To find out more on individual cities, please visit our DASHBOARD

Limitations of the Dataset

• Some indexes are based on surveys. Therefore, there is always a risk that people will provide dishonest answers and there can be differences in how people understand the survey questions. Surveys don’t provide the same level of personalization.
• Some of the indexes are based on surveys that are written in English. This bias caused by largely English-speaking respondents can be corrected by having multi-language surveys.
• The distribution of ‘Property Price to Income Ratio’ has a skewness of 2.2 (Fisher's moment coefficient of skewness) which is too large. Considering the fact that relative ranking is the main purpose of this analysis, the skewness might distort the result of the analysis. We have to first see if those extreme numbers are consistent with the actual situations in those cities. If not, we have to drop those numbers for a more accurate analysis.

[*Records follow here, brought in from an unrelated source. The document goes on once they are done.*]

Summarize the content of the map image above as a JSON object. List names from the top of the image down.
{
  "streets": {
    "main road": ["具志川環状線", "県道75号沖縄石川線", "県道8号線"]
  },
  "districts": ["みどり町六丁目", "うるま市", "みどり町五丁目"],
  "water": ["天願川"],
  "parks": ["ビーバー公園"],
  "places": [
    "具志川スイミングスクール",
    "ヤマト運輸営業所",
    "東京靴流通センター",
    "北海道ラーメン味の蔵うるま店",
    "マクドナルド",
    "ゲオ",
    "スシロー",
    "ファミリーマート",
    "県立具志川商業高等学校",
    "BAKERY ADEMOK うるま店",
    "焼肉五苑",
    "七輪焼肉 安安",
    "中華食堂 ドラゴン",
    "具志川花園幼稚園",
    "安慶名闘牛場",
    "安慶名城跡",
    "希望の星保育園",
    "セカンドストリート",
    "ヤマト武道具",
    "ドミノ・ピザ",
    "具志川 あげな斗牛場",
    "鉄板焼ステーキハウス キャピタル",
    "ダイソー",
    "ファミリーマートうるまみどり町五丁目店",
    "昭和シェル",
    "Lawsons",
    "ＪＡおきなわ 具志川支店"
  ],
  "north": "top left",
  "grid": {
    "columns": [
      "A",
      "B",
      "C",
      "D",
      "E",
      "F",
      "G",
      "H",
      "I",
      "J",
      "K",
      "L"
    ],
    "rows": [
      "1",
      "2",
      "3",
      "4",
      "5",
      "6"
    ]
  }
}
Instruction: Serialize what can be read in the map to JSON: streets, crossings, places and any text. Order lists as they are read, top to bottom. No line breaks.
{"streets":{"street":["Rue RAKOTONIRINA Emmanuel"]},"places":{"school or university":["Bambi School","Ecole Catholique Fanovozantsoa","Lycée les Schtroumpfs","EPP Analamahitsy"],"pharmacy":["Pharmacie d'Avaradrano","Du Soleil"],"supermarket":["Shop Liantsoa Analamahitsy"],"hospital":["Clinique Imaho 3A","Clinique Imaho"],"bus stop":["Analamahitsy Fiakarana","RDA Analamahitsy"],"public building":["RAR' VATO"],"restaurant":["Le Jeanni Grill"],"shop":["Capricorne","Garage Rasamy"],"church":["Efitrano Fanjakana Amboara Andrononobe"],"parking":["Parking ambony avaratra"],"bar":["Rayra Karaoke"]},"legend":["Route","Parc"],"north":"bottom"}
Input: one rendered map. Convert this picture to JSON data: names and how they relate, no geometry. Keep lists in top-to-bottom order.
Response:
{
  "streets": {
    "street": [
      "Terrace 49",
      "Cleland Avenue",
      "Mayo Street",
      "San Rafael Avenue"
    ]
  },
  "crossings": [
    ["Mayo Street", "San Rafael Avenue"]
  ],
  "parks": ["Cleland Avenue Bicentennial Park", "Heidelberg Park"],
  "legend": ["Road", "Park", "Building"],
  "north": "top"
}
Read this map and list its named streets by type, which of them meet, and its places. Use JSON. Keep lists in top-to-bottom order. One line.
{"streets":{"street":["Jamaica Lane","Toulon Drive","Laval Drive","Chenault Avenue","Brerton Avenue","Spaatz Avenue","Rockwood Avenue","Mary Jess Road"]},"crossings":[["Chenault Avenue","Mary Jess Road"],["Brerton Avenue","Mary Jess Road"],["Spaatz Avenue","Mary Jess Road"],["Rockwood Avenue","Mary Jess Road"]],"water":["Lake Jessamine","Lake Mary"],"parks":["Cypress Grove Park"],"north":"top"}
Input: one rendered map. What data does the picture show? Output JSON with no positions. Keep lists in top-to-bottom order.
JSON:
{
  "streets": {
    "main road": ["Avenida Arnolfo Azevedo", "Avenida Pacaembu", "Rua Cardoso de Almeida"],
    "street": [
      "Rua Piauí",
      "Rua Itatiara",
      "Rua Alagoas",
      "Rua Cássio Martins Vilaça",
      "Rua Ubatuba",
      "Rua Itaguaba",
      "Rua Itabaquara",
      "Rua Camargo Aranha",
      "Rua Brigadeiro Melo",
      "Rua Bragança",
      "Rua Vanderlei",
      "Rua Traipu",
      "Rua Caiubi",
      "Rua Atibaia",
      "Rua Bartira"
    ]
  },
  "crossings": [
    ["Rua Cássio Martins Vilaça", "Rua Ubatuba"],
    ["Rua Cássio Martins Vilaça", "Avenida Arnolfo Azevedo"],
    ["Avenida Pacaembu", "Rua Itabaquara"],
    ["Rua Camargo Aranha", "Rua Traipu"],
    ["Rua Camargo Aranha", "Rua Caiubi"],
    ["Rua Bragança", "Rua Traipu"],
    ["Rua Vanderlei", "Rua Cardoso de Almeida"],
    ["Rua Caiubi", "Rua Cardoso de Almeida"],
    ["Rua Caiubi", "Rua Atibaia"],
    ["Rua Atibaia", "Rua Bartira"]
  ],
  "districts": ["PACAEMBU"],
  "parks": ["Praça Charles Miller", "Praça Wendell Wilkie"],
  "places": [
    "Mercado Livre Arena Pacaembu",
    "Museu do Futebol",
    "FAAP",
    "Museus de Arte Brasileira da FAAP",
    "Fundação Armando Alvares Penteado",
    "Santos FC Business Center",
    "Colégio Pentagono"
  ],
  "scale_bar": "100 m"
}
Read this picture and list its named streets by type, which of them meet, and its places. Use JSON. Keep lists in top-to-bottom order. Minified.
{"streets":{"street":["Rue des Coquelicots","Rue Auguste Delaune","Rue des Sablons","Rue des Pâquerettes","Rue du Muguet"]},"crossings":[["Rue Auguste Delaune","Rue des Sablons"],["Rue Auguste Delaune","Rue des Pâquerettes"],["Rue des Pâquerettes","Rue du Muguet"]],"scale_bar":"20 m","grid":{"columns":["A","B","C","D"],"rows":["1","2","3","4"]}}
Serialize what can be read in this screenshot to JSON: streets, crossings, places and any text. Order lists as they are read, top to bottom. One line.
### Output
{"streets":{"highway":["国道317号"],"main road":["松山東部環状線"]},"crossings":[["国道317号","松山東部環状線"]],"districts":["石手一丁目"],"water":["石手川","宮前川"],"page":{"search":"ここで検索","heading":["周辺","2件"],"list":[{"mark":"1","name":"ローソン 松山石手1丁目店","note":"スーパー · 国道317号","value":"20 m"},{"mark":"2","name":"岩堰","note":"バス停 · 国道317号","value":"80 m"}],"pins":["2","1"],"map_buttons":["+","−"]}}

Extensions of Dataset that Would be Required to Improve the Analysis

[USA]

• To improve the accuracy of the indexes, particularly those data-based surveys, we can look into ‘National Health Interview Survey and match similar questions in Numbeo survey to see if they are consistent. As for ‘Pollution Index’ we can compare it with outside sources such as ‘Pollution Rankings’ researched by U.S. News.

[World]

• The survey procedures should be worked on with international researchers to minimize the language bias as much as possible.

Areas for more research

• Data such as ‘change in population’ and ‘rate of population influx/outflux’ can be obtained from Census data to be matched with the ‘change in the ranking on Quality of Life’ of each city to see the correlation. This could be developed further into modeling.
• We can further investigate correlations between indexes. As mentioned before, cities with higher Purchasing Power tend to have a low Pollution Index. This tendency may be closely associated with city population size and population density.
• We can add interesting the case of Bhutan. Bhutan has known as the happiest country in the world but ranks 95th out of 156 countries in the 2019 World Happiness Report. This happiness case can be worth connecting this Quality of life research.
  Source: https://www.cnn.com/2019/09/13/health/bhutan-gross-national-happiness-wellness/index.html

Instructions to Rerun the Analysis

Environment and Setup

1. Open the GCP Vertex AI. Choose the Jupyter Lab.
2. Fork and Git-Clone the repository into the Jupyter Lab

URL: https://github.com/adamysyim/eco395m-final-project--quality-of-life

How to rerun

0. Installing packages

• all the required packages, modules, and toolkits are listed in requirements.txt in the terminal. Use Python pip3 install (packageName) command to install.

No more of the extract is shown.